= Task material =
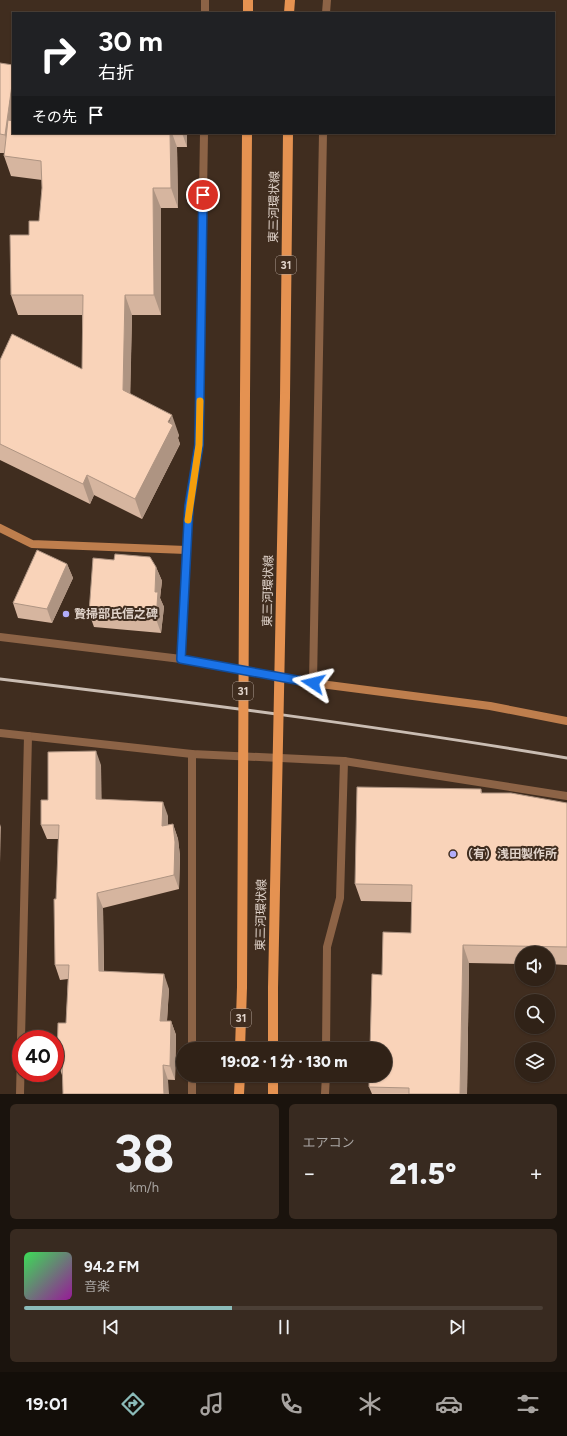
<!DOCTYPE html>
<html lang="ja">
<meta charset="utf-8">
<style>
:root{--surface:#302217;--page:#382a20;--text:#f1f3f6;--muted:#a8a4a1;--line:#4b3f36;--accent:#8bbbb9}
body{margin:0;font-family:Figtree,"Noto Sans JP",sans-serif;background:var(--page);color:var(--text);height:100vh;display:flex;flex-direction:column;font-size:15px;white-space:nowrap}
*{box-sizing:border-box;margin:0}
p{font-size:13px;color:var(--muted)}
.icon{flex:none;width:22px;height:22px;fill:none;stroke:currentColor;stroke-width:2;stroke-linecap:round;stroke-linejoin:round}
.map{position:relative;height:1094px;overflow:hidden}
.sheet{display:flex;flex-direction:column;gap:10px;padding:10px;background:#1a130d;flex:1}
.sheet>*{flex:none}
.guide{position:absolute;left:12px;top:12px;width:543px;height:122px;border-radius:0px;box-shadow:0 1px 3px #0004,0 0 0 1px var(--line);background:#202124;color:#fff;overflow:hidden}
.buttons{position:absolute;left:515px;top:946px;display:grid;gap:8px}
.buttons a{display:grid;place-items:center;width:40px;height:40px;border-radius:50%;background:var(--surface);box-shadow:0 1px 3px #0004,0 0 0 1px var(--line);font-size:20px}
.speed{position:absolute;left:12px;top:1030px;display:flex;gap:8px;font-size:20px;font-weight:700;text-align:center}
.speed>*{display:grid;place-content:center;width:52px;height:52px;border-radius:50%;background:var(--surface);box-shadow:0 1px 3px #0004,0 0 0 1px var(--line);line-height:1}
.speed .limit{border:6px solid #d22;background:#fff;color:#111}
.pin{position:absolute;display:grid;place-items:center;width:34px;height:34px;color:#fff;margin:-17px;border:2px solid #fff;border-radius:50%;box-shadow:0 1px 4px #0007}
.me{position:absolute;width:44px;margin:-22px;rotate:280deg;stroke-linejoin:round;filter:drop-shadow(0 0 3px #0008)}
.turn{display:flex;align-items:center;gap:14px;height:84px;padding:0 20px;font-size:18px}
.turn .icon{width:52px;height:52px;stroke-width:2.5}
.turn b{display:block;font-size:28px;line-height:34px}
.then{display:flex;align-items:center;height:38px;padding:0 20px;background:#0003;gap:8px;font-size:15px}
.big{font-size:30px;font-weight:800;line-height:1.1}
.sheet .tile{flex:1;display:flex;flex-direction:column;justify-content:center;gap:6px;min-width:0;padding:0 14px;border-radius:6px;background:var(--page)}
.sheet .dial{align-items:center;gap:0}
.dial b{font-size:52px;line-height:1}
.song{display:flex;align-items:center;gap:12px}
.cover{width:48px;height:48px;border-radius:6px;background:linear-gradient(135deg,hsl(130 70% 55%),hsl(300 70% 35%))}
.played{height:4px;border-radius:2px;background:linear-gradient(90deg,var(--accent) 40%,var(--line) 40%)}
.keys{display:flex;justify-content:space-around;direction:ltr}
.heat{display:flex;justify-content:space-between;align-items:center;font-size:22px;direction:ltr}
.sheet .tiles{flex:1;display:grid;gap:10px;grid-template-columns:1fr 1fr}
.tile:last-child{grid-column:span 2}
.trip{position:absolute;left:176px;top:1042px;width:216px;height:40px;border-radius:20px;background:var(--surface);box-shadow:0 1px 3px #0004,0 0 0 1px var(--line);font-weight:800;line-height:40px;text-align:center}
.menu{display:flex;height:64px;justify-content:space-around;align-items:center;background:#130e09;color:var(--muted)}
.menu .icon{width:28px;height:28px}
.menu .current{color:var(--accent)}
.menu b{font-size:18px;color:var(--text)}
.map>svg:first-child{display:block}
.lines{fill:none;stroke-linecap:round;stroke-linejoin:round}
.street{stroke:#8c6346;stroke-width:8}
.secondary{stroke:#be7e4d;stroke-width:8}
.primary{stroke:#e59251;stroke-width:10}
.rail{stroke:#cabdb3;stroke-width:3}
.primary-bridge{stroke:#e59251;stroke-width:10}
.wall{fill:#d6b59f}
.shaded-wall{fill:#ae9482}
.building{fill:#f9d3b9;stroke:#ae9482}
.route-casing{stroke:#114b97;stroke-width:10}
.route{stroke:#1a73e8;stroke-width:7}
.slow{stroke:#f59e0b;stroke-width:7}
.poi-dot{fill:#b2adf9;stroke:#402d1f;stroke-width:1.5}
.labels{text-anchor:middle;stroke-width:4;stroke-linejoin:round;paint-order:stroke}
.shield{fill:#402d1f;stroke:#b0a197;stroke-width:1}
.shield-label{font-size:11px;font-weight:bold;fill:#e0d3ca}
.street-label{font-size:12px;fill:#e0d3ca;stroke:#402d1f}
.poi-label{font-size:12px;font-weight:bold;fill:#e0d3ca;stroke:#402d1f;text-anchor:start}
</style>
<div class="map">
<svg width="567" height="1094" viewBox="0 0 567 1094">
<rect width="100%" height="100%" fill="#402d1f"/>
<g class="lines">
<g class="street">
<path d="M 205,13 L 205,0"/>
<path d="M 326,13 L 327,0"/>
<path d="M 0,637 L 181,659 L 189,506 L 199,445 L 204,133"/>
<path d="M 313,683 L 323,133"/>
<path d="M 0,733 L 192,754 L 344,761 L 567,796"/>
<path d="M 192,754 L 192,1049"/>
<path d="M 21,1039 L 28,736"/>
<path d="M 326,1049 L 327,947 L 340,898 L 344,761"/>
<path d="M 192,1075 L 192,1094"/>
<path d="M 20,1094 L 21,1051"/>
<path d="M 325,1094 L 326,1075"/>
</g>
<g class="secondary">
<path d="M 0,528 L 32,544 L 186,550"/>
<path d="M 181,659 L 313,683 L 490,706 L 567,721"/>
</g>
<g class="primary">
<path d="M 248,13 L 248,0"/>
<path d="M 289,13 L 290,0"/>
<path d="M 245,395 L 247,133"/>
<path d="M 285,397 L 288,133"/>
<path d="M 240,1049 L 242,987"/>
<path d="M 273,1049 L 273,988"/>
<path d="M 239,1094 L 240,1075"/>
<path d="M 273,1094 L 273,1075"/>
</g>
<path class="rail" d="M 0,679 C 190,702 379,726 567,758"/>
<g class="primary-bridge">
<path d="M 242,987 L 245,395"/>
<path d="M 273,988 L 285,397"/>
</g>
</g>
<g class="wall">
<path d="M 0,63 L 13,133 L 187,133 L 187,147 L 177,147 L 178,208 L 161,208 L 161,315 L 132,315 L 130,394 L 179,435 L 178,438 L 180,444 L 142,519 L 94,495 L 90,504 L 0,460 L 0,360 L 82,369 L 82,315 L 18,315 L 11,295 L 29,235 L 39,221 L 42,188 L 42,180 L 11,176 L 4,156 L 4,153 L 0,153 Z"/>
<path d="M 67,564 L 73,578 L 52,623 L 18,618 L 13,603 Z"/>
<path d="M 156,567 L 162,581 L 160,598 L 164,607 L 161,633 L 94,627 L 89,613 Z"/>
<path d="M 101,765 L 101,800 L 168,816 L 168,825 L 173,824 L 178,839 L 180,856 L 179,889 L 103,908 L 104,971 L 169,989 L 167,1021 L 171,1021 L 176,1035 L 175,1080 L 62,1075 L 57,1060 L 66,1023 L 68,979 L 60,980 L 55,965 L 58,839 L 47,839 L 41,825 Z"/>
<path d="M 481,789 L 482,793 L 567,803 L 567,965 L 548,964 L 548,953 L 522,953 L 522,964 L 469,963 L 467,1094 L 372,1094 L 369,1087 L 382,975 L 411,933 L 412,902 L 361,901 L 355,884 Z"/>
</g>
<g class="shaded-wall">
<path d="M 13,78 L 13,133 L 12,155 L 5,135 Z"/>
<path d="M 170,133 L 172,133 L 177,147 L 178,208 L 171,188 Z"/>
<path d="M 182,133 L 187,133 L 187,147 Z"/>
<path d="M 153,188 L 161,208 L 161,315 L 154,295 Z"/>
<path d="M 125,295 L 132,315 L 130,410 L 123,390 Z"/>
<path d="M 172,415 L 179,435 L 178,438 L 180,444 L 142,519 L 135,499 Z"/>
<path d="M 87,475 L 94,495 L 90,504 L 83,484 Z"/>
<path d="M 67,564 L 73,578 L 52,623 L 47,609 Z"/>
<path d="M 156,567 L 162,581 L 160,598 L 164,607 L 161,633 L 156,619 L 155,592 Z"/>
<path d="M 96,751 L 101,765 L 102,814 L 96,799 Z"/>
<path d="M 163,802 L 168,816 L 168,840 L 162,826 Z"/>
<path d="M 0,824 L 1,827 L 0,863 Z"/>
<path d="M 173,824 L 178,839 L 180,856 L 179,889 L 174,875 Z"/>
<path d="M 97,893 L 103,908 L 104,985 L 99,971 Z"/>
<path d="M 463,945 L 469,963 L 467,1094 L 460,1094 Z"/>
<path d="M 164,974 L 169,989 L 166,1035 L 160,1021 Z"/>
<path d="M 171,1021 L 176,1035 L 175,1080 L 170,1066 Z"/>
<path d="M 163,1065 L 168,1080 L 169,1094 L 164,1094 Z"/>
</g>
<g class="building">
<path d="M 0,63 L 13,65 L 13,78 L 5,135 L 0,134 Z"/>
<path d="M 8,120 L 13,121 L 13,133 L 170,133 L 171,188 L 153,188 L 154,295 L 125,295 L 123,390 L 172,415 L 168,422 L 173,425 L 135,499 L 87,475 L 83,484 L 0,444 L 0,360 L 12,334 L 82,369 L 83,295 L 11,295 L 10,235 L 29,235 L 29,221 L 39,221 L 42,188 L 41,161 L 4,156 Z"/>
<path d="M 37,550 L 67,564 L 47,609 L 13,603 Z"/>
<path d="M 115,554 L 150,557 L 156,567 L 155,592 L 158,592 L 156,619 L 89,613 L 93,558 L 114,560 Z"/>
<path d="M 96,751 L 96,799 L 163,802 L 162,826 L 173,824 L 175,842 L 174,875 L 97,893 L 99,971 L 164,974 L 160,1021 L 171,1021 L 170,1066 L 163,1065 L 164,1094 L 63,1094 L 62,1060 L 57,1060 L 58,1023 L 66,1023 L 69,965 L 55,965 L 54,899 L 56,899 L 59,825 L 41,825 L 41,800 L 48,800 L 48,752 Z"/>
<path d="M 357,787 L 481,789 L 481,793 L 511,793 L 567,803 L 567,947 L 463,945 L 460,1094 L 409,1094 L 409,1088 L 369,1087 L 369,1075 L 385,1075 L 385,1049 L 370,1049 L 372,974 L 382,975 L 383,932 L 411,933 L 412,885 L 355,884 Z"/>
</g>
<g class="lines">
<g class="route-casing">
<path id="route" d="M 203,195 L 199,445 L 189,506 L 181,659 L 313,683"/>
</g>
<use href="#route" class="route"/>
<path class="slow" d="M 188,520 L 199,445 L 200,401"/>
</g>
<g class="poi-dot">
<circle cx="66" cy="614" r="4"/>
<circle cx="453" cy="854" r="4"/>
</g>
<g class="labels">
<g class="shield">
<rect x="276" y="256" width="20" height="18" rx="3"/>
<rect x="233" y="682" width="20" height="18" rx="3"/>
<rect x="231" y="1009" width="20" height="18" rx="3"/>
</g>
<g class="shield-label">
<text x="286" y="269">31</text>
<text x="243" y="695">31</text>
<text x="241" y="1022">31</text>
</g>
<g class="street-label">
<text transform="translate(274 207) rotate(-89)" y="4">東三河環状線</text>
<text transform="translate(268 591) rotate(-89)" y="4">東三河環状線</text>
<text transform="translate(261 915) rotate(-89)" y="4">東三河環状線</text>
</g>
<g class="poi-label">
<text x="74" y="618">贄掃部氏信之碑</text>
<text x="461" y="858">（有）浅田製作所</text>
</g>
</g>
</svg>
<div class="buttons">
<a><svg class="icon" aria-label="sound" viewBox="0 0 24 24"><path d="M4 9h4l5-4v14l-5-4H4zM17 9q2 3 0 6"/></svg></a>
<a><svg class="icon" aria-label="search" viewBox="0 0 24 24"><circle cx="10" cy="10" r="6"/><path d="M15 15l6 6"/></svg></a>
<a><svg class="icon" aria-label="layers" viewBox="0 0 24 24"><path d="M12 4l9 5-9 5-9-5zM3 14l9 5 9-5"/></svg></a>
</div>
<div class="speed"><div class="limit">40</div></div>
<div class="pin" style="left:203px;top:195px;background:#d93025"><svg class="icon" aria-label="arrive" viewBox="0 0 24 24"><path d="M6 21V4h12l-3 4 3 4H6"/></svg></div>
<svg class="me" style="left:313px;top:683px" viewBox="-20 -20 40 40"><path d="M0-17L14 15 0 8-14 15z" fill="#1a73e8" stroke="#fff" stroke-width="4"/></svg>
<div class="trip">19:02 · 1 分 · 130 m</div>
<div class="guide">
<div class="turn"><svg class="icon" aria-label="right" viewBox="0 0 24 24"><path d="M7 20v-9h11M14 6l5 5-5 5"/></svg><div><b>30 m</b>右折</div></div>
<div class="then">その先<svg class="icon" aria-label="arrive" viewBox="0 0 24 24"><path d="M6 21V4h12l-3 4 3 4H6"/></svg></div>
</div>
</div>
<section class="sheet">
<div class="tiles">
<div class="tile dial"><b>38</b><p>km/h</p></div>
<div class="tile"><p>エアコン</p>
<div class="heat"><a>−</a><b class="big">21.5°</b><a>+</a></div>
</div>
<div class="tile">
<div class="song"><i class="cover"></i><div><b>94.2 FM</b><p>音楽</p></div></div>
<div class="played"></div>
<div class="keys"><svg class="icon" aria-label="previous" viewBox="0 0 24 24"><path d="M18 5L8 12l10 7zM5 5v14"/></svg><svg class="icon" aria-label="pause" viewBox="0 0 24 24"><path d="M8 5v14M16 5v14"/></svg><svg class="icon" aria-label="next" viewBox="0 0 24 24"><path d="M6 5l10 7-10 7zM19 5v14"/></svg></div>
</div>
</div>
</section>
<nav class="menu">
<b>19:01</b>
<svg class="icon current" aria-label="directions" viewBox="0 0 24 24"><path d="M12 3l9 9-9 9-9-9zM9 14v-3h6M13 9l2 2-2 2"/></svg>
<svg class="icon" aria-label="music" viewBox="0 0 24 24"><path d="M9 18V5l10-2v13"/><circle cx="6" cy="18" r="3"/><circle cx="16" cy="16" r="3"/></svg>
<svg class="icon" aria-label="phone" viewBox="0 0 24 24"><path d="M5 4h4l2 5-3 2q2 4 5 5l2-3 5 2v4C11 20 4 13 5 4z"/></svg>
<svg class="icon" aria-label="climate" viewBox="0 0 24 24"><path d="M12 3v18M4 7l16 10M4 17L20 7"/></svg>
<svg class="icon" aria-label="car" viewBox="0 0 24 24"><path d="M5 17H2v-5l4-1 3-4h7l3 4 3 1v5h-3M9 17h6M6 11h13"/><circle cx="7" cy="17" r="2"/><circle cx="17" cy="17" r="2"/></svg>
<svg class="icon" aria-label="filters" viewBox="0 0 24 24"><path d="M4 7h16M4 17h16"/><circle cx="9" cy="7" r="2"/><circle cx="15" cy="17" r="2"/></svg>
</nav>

= Task instructions =
Copy all lines of the preceding data that hold the word "limit".

= Exercise answer =
.speed .limit{border:6px solid #d22;background:#fff;color:#111}
<div class="speed"><div class="limit">40</div></div>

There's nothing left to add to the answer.